Go to the line that contains "M0 961 64 948" and transcribe from there to the end of the entries, that line and the last one included.

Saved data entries

--- --- ---

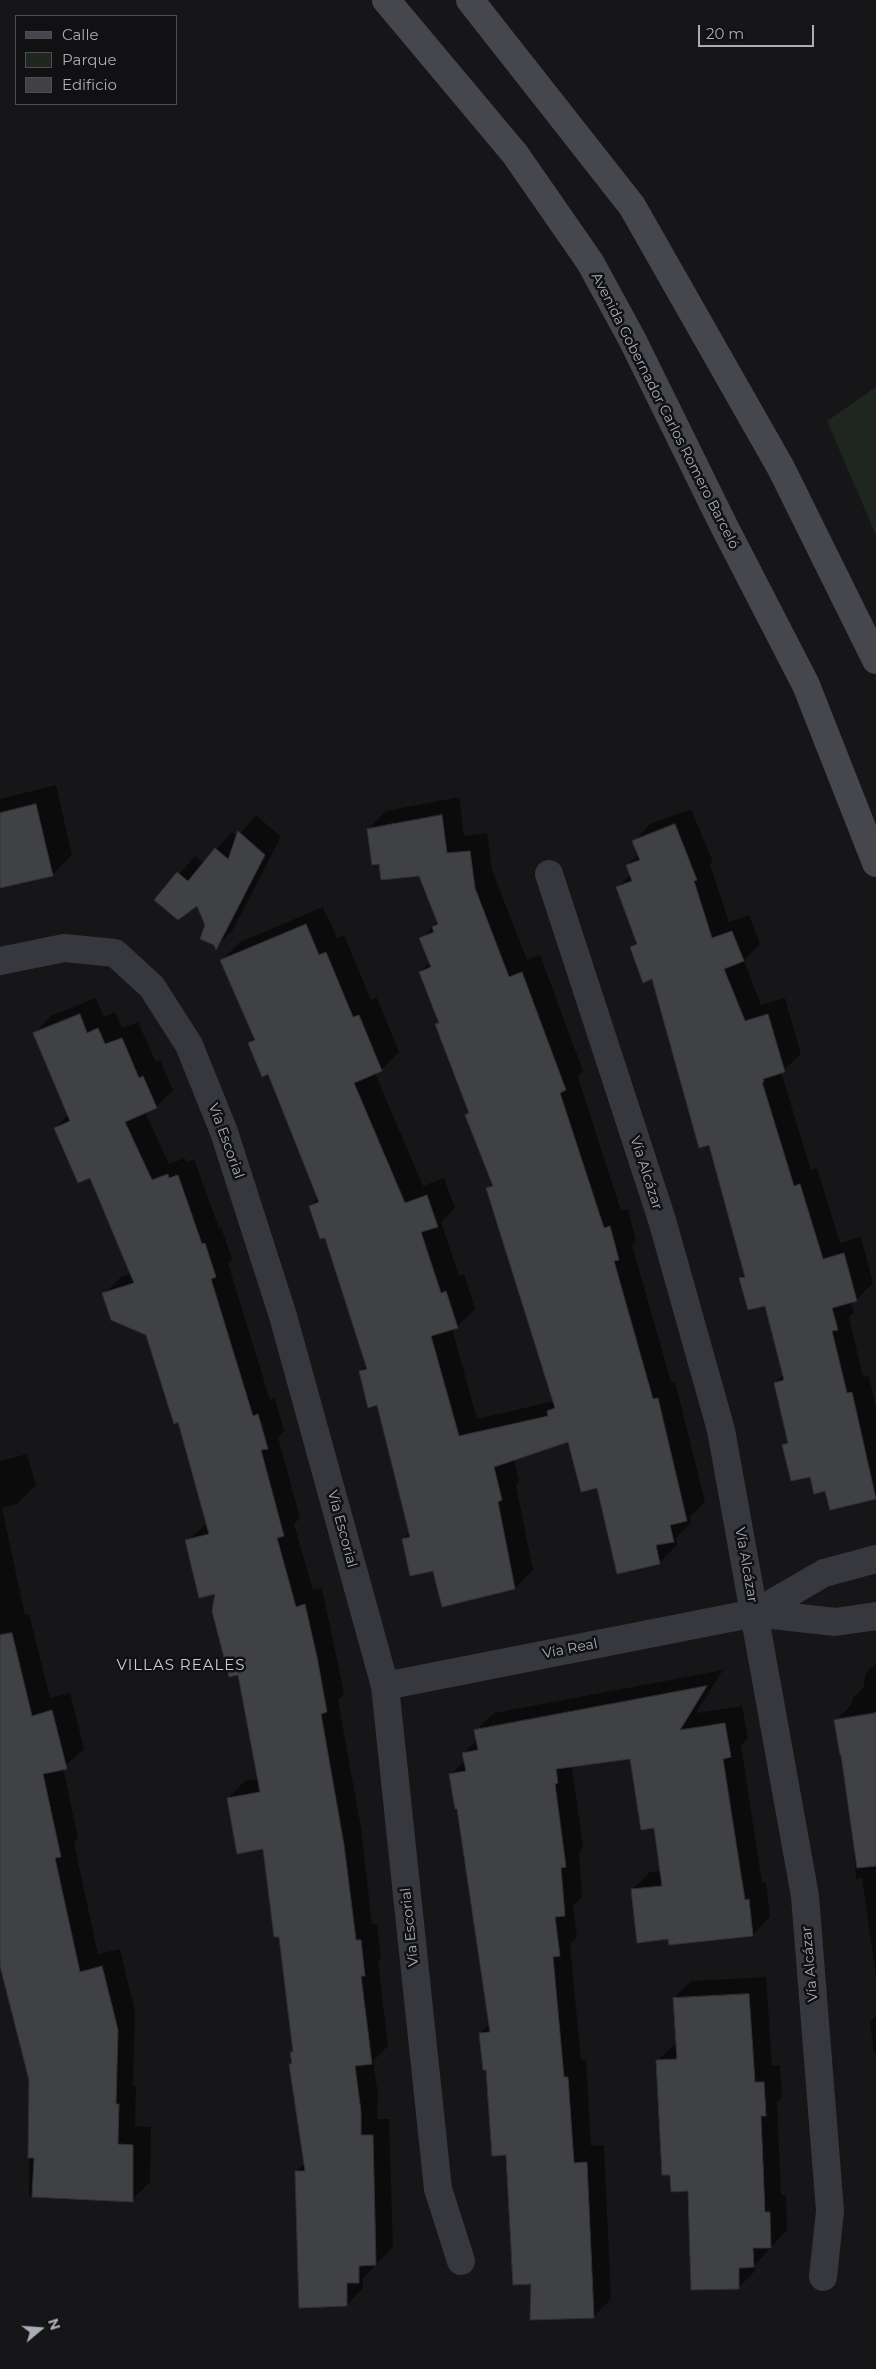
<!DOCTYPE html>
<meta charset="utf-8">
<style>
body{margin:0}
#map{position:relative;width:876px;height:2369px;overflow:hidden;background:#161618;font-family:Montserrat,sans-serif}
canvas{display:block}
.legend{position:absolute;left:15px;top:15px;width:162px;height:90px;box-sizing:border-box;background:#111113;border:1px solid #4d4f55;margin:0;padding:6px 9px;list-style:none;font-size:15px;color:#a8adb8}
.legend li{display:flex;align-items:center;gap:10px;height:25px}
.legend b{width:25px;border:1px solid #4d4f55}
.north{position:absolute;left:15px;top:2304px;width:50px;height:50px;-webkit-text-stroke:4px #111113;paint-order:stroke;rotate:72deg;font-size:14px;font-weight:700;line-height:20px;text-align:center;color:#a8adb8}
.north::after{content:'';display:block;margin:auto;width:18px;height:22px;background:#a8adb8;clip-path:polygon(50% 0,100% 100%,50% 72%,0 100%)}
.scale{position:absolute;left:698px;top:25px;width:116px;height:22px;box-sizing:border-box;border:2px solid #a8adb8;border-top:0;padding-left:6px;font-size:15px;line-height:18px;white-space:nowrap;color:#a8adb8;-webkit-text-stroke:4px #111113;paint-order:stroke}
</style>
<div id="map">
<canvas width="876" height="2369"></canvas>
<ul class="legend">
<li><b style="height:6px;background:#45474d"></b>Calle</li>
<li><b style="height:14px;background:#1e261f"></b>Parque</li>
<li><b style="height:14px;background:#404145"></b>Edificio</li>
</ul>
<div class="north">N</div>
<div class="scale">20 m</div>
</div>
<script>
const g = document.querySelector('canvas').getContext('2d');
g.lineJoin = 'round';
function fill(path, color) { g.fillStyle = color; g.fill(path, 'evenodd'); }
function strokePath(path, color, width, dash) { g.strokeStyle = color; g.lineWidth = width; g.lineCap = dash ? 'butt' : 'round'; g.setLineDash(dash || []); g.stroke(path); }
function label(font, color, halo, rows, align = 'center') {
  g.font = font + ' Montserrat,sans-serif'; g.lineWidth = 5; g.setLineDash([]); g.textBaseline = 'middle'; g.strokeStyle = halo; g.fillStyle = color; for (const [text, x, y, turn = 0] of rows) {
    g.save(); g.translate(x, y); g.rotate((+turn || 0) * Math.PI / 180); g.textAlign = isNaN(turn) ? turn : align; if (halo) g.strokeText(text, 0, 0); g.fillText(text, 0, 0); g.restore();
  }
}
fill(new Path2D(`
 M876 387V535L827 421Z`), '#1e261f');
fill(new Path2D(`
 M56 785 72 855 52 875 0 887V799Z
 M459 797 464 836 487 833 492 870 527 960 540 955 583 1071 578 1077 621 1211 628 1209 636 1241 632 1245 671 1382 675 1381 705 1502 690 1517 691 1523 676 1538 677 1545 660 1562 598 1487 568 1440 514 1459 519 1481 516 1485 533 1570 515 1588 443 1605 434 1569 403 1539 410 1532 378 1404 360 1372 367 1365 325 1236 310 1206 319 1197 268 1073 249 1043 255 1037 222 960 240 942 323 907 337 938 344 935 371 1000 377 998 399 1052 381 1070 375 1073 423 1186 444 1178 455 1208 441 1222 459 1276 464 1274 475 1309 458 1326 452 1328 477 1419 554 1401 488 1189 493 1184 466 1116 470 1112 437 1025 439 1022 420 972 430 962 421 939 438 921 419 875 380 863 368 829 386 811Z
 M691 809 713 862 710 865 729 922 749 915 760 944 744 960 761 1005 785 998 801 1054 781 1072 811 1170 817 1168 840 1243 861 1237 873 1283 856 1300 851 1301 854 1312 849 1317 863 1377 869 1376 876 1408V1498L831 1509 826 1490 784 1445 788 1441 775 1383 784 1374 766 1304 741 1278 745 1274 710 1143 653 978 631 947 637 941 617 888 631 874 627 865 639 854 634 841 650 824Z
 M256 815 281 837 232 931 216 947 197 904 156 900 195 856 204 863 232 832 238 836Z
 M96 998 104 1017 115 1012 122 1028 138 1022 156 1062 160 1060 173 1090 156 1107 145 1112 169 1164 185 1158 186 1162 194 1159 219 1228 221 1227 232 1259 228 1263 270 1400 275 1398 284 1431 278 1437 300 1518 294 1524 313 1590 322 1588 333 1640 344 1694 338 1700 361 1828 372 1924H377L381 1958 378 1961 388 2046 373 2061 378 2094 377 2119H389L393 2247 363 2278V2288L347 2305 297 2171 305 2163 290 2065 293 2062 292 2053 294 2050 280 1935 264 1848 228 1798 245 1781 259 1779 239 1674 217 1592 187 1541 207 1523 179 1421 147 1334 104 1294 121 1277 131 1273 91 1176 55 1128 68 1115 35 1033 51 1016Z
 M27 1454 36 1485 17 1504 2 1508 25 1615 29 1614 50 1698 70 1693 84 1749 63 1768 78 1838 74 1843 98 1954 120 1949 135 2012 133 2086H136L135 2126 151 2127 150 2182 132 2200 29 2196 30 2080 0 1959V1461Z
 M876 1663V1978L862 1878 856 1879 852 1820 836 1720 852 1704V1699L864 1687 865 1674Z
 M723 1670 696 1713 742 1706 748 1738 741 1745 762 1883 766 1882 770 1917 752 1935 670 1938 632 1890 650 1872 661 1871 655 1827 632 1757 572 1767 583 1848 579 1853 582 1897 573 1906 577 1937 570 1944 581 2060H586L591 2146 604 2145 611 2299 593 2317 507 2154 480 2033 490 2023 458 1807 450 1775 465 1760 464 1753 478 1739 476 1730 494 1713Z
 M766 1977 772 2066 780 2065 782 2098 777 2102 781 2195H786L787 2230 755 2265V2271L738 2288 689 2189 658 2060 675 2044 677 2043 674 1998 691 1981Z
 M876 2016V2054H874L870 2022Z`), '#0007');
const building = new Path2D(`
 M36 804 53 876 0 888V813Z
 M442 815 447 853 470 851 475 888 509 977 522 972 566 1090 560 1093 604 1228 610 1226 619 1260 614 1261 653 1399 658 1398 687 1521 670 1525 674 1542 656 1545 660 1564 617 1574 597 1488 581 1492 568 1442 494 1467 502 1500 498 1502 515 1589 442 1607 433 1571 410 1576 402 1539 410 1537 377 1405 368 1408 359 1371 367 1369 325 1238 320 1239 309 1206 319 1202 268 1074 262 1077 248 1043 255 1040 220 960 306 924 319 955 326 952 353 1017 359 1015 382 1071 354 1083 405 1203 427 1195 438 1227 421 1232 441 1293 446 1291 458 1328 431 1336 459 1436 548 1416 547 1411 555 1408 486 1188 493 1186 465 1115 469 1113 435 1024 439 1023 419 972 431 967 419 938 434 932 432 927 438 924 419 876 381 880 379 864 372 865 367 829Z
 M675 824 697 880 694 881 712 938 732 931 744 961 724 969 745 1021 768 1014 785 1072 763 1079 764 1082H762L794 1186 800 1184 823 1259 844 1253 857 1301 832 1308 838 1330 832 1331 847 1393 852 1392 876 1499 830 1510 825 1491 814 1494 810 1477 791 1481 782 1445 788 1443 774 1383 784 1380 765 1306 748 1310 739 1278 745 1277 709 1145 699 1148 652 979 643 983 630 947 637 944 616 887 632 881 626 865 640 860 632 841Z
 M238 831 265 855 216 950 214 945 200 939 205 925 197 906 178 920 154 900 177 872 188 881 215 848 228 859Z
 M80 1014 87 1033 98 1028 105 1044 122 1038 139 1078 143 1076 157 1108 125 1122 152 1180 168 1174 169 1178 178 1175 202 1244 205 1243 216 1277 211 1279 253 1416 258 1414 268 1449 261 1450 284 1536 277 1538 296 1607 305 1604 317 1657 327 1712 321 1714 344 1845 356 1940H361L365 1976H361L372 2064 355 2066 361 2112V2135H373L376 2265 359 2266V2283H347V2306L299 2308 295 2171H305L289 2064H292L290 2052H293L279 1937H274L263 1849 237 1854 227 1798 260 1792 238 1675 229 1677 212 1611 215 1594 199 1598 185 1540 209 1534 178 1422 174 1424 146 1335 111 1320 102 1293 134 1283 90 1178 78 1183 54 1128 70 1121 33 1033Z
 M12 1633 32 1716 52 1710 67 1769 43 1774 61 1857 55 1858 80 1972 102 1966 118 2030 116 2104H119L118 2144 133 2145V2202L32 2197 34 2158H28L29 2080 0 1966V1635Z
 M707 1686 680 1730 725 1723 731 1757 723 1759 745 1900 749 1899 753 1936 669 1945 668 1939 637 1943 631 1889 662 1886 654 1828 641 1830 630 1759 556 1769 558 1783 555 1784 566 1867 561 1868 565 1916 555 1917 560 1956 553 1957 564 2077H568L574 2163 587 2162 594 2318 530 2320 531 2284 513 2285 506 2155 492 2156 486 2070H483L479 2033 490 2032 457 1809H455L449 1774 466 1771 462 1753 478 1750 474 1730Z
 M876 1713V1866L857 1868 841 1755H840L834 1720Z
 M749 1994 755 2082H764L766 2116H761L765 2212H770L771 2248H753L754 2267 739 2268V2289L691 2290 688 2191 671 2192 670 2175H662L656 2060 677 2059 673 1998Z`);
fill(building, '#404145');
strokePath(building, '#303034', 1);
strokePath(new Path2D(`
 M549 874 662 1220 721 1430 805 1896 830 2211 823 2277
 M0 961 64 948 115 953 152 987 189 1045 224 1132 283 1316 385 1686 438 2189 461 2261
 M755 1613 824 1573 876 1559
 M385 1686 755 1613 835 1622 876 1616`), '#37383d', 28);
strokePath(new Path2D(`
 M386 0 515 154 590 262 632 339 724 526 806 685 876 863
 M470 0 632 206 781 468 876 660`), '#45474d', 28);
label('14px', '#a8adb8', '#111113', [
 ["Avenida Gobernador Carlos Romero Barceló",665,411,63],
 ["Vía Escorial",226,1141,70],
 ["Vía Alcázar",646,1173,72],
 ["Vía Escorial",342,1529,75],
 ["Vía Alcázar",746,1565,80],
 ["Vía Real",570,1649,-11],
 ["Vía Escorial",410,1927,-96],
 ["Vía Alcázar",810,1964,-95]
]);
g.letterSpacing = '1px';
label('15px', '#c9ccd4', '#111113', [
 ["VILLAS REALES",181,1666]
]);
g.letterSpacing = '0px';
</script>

--- --- ---

-- FINISHED EXERCISE --
 M0 961 64 948 115 953 152 987 189 1045 224 1132 283 1316 385 1686 438 2189 461 2261
 M755 1613 824 1573 876 1559
 M385 1686 755 1613 835 1622 876 1616`), '#37383d', 28);
strokePath(new Path2D(`
 M386 0 515 154 590 262 632 339 724 526 806 685 876 863
 M470 0 632 206 781 468 876 660`), '#45474d', 28);
label('14px', '#a8adb8', '#111113', [
 ["Avenida Gobernador Carlos Romero Barceló",665,411,63],
 ["Vía Escorial",226,1141,70],
 ["Vía Alcázar",646,1173,72],
 ["Vía Escorial",342,1529,75],
 ["Vía Alcázar",746,1565,80],
 ["Vía Real",570,1649,-11],
 ["Vía Escorial",410,1927,-96],
 ["Vía Alcázar",810,1964,-95]
]);
g.letterSpacing = '1px';
label('15px', '#c9ccd4', '#111113', [
 ["VILLAS REALES",181,1666]
]);
g.letterSpacing = '0px';
</script>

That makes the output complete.